I've been writing C# for seven years now, and I keep wondering, why do enums have to be of an integral type? Wouldn't it be nice to do something like:
enum ErrorMessage
{
NotFound: "Could not find",
BadRequest: "Malformed request"
}
Is this a language design choice, or are there fundamental incompatibilities on a compiler, CLR, or IL level?
Do other languages have enums with string or complex (i.e. object) types? What languages?
(I'm aware of workarounds; my question is, why are they needed?)
EDIT: "workarounds" = attributes or static classes with consts :)
The purpose of an Enum is to give more meaningful values to integers. You're looking for something else besides an Enum. Enums are compatible with older windows APIs and COM stuff, and a long history on other platforms besides.
Maybe you'd be satisfied with public const members of a struct or a class.
Or maybe you're trying to restrict some specialized types values to only certain string values? But how it's stored and how it's displayed can be two different things - why use more space than necessary to store a value?
And if you want to have something like that readable in some persisted format, just make a utility or Extension method to spit it out.

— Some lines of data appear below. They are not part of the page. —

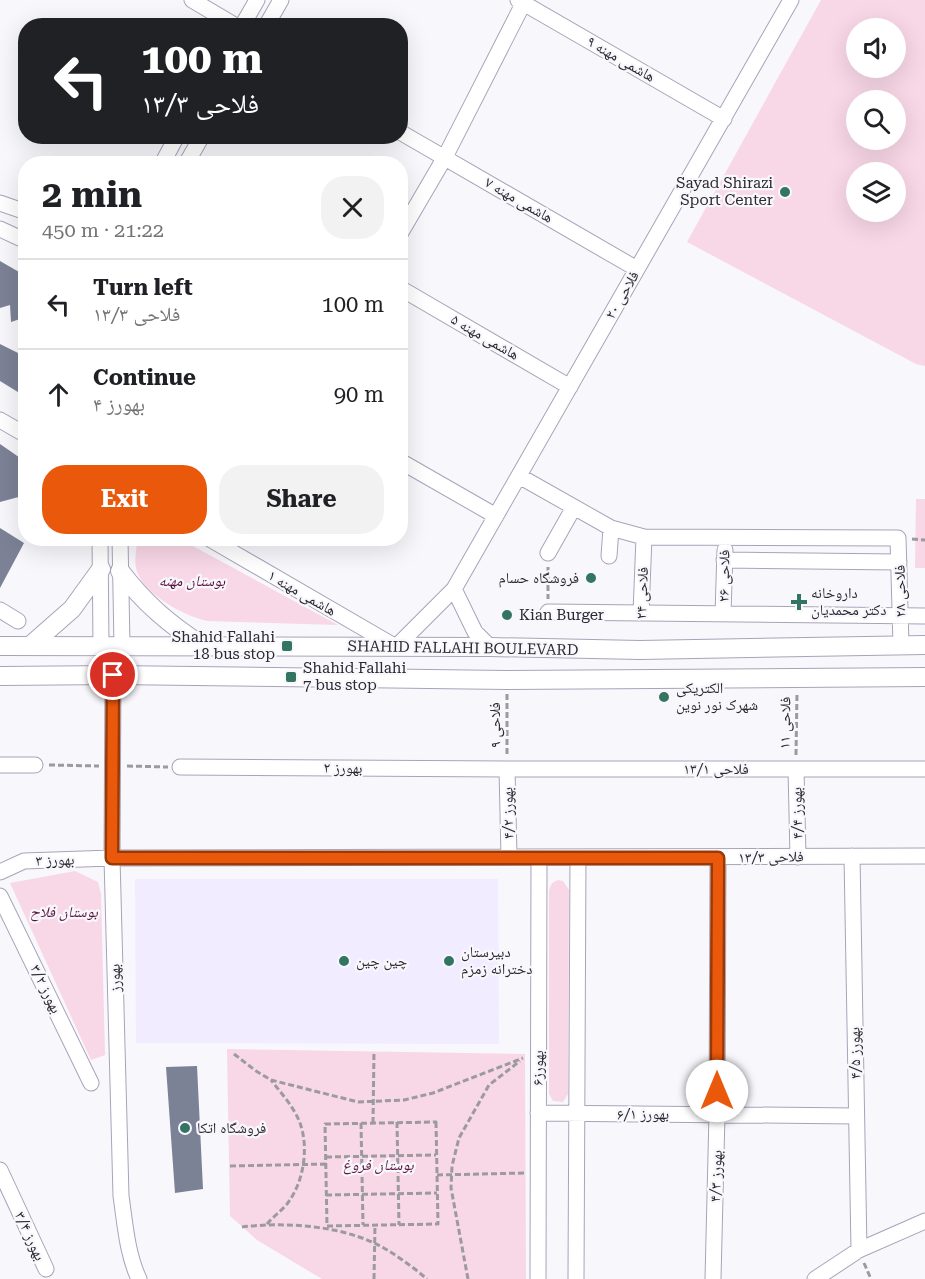 <!DOCTYPE html>
<meta charset="utf-8">
<style>
:root{--surface:#fff;--page:#f2f2f2;--text:#202124;--muted:#757577;--line:#e0e0e0;--accent:#ea580c}
body{margin:0;font-family:"Roboto Serif","Noto Naskh Arabic",serif;background:var(--page);color:var(--text);height:100vh;display:flex;flex-direction:column;font-size:22px;white-space:nowrap}
*{box-sizing:border-box;margin:0}
p{font-size:20px;color:var(--muted)}
.icon{flex:none;width:33px;height:33px;fill:none;stroke:currentColor;stroke-width:2;stroke-linecap:round;stroke-linejoin:round}
.map{position:relative;flex:1;overflow:hidden}
.side{position:absolute;left:18px;top:156px;width:390px;height:390px;display:flex;flex-direction:column;background:var(--surface);border-radius:24px;box-shadow:0 6px 24px #0002}
.side>*{flex:none}
.hud{position:absolute;left:18px;top:18px;width:390px;height:126px;border-radius:24px;box-shadow:0 6px 24px #0002;background:#202124;color:#fff;overflow:hidden}
.buttons{position:absolute;left:846px;top:18px;display:grid;gap:12px}
.buttons a{display:grid;place-items:center;width:60px;height:60px;border-radius:50%;background:var(--surface);box-shadow:0 6px 24px #0002;font-size:30px}
.pin{position:absolute;display:grid;place-items:center;width:51px;height:51px;color:#fff;margin:-26px;border:3px solid #fff;border-radius:50%;box-shadow:0 2px 6px #0007}
.me{position:absolute;width:66px;margin:-33px;rotate:0deg;stroke-linejoin:round;filter:drop-shadow(0 0 4px #0008)}
.turn{display:flex;align-items:center;gap:21px;height:126px;padding:0 24px;font-size:27px}
.turn .icon{width:78px;height:78px;stroke-width:2.5}
.turn b{display:block;font-size:42px;line-height:51px}
.round{display:grid;place-items:center;flex:none;width:63px;height:63px;border-radius:24px;background:var(--page)}
.summary{display:flex;align-items:center;justify-content:space-between;height:102px;padding:0 24px}
h1{font-size:36px;font-weight:700;line-height:45px}
.button{display:flex;gap:12px;margin-top:auto;padding:12px 24px}
.button a{flex:1;height:69px;border-radius:24px;background:var(--accent);color:#fff;font-size:24px;font-weight:700;line-height:69px;text-align:center}
.button a+a{background:var(--page);color:var(--text)}
ul{padding:0;list-style:none}
li{display:flex;align-items:center;gap:18px;height:90px;padding:0 24px;border-top:2px solid var(--line)}
li div{flex:1}
li b{display:block;font-size:22px}
li em{font-style:normal}
.map>svg:first-child{display:block}
</style>
<div class="map">
<svg width="925" height="1279" viewBox="0 0 925 1279">
<rect width="100%" height="100%" fill="#f8f7fc"/>
<path fill="#f1ecff" d="M135,879h363l1,165 -363,-1z"/>
<path fill="#f8d7e6" fill-rule="evenodd" d="M821,0h104v366l-9,-2 -229,-122zM856,28h40v40h-40zM896,100v40h-40v-40zM856,172h40v40h-40z
M916,499h9v69h-10z
M137,539h43l158,86 -131,-4c-23,-5 -66,-28 -71,-53 -2,-9 1,-21 1,-29z
M75,871l23,11 3,12 4,161 -14,5 -81,-177z
M558,880l5,1 6,9 -1,204 -5,8 -10,-1 -4,-7v-204l3,-7z
M227,1049l298,5 1,225h-204l-65,-39 -27,-24z"/>
<path fill="#7c8296" d="M0,261l26,15v41l-15,5 -1,-17 -10,3z
M0,344l26,13v40l-26,-16z
M0,444l26,18v33l-26,7z
M0,528l24,15 -24,45z
M197,1066l6,123 -28,4 -9,-126z"/>
<g fill="none" stroke-linecap="round" stroke-linejoin="round">
<g stroke="#a9a3b9" stroke-width="17">
<path id="minor" d="M192,0l44,26
M518,0l206,119
M242,26l15,-26
M266,26l15,-26
M400,132l237,137
M162,164l15,-28
M186,164l16,-28
M0,203l26,9
M0,229l26,12
M400,234l45,-77 80,-157
M400,288l170,99
M0,420l26,15
M400,461l96,55
M519,476l92,52 33,9 254,1 3,107
M100,538l1,108 12,29
M120,538l2,108 -9,29 -1,183 9,338c4,27 6,58 18,83
M208,538l188,109 58,-58 337,-589
M548,553l26,-46
M609,556l2,-28
M724,560l175,2
M454,589l21,43 15,15
M0,610l18,11
M548,612l377,4
M641,613l3,-76
M723,614l2,-64
M0,765h35
M180,767l327,2h418
M507,769l2,88
M796,769l2,88
M852,856l7,394
M0,872l24,-11 88,-3 813,-2
M0,896l91,187
M538,1113l318,3
M0,1170l46,99
M538,1279l1,-422
M576,1279l2,-422
M713,1279l4,-165 1,-256
M815,1279l44,-29 66,-29"/>
</g>
<g stroke="#a9a3b9" stroke-width="20">
<path id="major" d="M120,571c24,32 50,54 83,75
M31,645l41,-36 29,-40
M0,646l490,1 150,3 285,-5
M0,676l113,-1 394,5 418,-3"/>
</g>
<path stroke="#9c9aa1" stroke-width="3" stroke-dasharray="6 3" stroke-linecap="butt" d="M912,539l13,1
M548,567v32
M507,694v62
M796,755l1,-62
M49,765l50,1
M127,766l41,1
M234,1054l22,17 15,9 87,22 46,-2 29,-7 90,-35
M397,1122l2,103
M436,1122l2,102 -111,2 -2,-102z
M361,1123l2,102
M373,1123l1,-72
M326,1157l110,-2
M230,1166l96,-2
M437,1175l88,-2
M326,1195l111,-2
M267,1224c6,-7 14,-13 20,-20 17,-22 22,-56 13,-81 -6,-16 -19,-30 -29,-43
M242,1227c41,-5 94,-2 132,16 16,7 39,24 53,36
M864,1263l7,16
M374,1279l1,-54
M468,1279l-17,-91 1,-22 7,-28 30,-53 31,-24"/>
<use href="#minor" stroke="#fff" stroke-width="15"/>
<use href="#major" stroke="#fff" stroke-width="18"/>
</g>
<g fill="none" stroke-linecap="round" stroke-linejoin="round">
<g stroke="#983908" stroke-width="15">
<path id="route" d="M113,675l-1,183h606l-1,233"/>
</g>
<use href="#route" stroke="#ea580c" stroke-width="10"/>
</g>
<g fill="#337462" stroke="#f8f7fc" stroke-width="2">
<circle cx="785" cy="192" r="6"/>
<circle cx="591" cy="578" r="6"/>
<path d="M796 593h6v6h6v6h-6v6h-6v-6h-6v-6h6z"/>
<circle cx="507" cy="615" r="6"/>
<rect x="281" y="640" width="12" height="12" rx="3"/>
<rect x="285" y="671" width="12" height="12" rx="3"/>
<circle cx="664" cy="697" r="6"/>
<circle cx="344" cy="961" r="6"/>
<circle cx="449" cy="961" r="6"/>
<circle cx="185" cy="1128" r="6"/>
</g>
<g text-anchor="middle" dominant-baseline="central" stroke-width="4.5" stroke-linejoin="round" paint-order="stroke">
<g font-size="15" fill="#2c2932" stroke="#f8f7fc">
<text transform="translate(621 59) rotate(30)">هاشمی مهنه ۹</text>
<text transform="translate(519 200) rotate(30)">هاشمی مهنه ۷</text>
<text transform="translate(622 295) rotate(-60)">فلاحی ۲۰</text>
<text transform="translate(485 337) rotate(30)">هاشمی مهنه ۵</text>
<text transform="translate(724 576) rotate(-89)">فلاحی ۲۶</text>
<text transform="translate(900 591) rotate(-91)">فلاحی ۲۸</text>
<text transform="translate(302 593) rotate(30)">هاشمی مهنه ۱</text>
<text transform="translate(642 593) rotate(-88)">فلاحی ۲۴</text>
<text transform="translate(463 648) rotate(1)">SHAHID FALLAHI BOULEVARD</text>
<text transform="translate(785 723) rotate(-89)">فلاحی ۱۱</text>
<text transform="translate(495 725) rotate(-90)">فلاحی ۹</text>
<text x="343" y="768">بهورز ۲</text>
<text x="716" y="769">فلاحی ۱۳/۱</text>
<text transform="translate(508 813) rotate(-91)">بهورز ۴/۲</text>
<text transform="translate(797 813) rotate(-91)">بهورز ۴/۴</text>
<text transform="translate(771 857) rotate(-1)">فلاحی ۱۳/۳</text>
<text transform="translate(55 860) rotate(-2)">بهورز ۳</text>
<text transform="translate(115 978) rotate(-92)">بهورز</text>
<text transform="translate(46 989) rotate(64)">بهورز ۳/۲</text>
<text transform="translate(855 1053) rotate(-91)">بهورز ۴/۵</text>
<text transform="translate(538 1068) rotate(-89)">بهورز۶</text>
<text x="643" y="1114">بهورز ۶/۱</text>
<text transform="translate(716 1176) rotate(-88)">بهورز ۴/۳</text>
<text transform="translate(30 1236) rotate(65)">بهورز ۳/۴</text>
</g>
<g font-size="15" fill="#2c2932" stroke="#f8f7fc" text-anchor="start">
<text x="773" y="183" text-anchor="end">Sayad Shirazi<tspan x="773" dy="17">Sport Center</tspan></text>
<text x="579" y="578" text-anchor="end">فروشگاه حسام</text>
<text x="811" y="593">داروخانه<tspan x="811" dy="17">دکتر محمدیان</tspan></text>
<text x="519" y="615">Kian Burger</text>
<text x="275" y="637" text-anchor="end">Shahid Fallahi<tspan x="275" dy="17">18 bus stop</tspan></text>
<text x="303" y="668">Shahid Fallahi<tspan x="303" dy="17">7 bus stop</tspan></text>
<text x="676" y="688">الکتریکی<tspan x="676" dy="17">شهرک نور نوین</tspan></text>
<text x="461" y="952">دبیرستان<tspan x="461" dy="17">دخترانه زمزم</tspan></text>
<text x="356" y="961">چین چین</text>
<text x="197" y="1128">فروشگاه اتکا</text>
</g>
<g font-size="15" font-style="italic" fill="#5b123e" stroke="#f8f7fc">
<text x="192" y="581">بوستان مهنه</text>
<text x="64" y="912">بوستان فلاح</text>
<text x="378" y="1165">بوستان فروغ</text>
</g>
</g>
</svg>
<div class="buttons">
<a><svg class="icon" aria-label="sound" viewBox="0 0 24 24"><path d="M4 9h4l5-4v14l-5-4H4zM17 9q2 3 0 6"/></svg></a>
<a><svg class="icon" aria-label="search" viewBox="0 0 24 24"><circle cx="10" cy="10" r="6"/><path d="M15 15l6 6"/></svg></a>
<a><svg class="icon" aria-label="layers" viewBox="0 0 24 24"><path d="M12 4l9 5-9 5-9-5zM3 14l9 5 9-5"/></svg></a>
</div>
<div class="pin" style="left:113px;top:675px;background:#d93025"><svg class="icon" aria-label="arrive" viewBox="0 0 24 24"><path d="M6 21V4h12l-3 4 3 4H6"/></svg></div>
<svg class="me" style="left:717px;top:1091px" viewBox="-20 -20 40 40"><circle r="19" fill="#fff"/><path d="M0-13L10 11 0 6-10 11z" fill="#ea580c"/></svg>
<div class="hud">
<div class="turn"><svg class="icon" aria-label="left" viewBox="0 0 24 24"><path d="M17 20v-9H6M10 6l-5 5 5 5"/></svg><div><b>100 m</b>فلاحی ۱۳/۳</div></div>
</div>
<section class="side">
<div class="summary"><div><h1>2 min</h1><p>450 m · 21:22</p></div><a class="round"><svg class="icon" aria-label="close" viewBox="0 0 24 24"><path d="M6 6l12 12M18 6L6 18"/></svg></a></div>
<ul>
<li><svg class="icon" aria-label="left" viewBox="0 0 24 24"><path d="M17 20v-9H6M10 6l-5 5 5 5"/></svg><div><b>Turn left</b><p>فلاحی ۱۳/۳</p></div><em>100 m</em></li>
<li><svg class="icon" aria-label="ahead" viewBox="0 0 24 24"><path d="M12 20V5M6 11l6-6 6 6"/></svg><div><b>Continue</b><p>بهورز ۴</p></div><em>90 m</em></li>
</ul>
<div class="button"><a>Exit</a><a>Share</a></div>
</section>
</div>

This response is a little messy because there are just so many reasons. Comparing two strings for validity is much more expensive than comparing two integers. Comparing literal strings to known enums for static type-checking would be kinda unreasonable. Localization would be ... weird. Compatibility with would be broken. Enums as flags would be meaningless/broken.
It's an Enum. That's what Enums do! They're integral!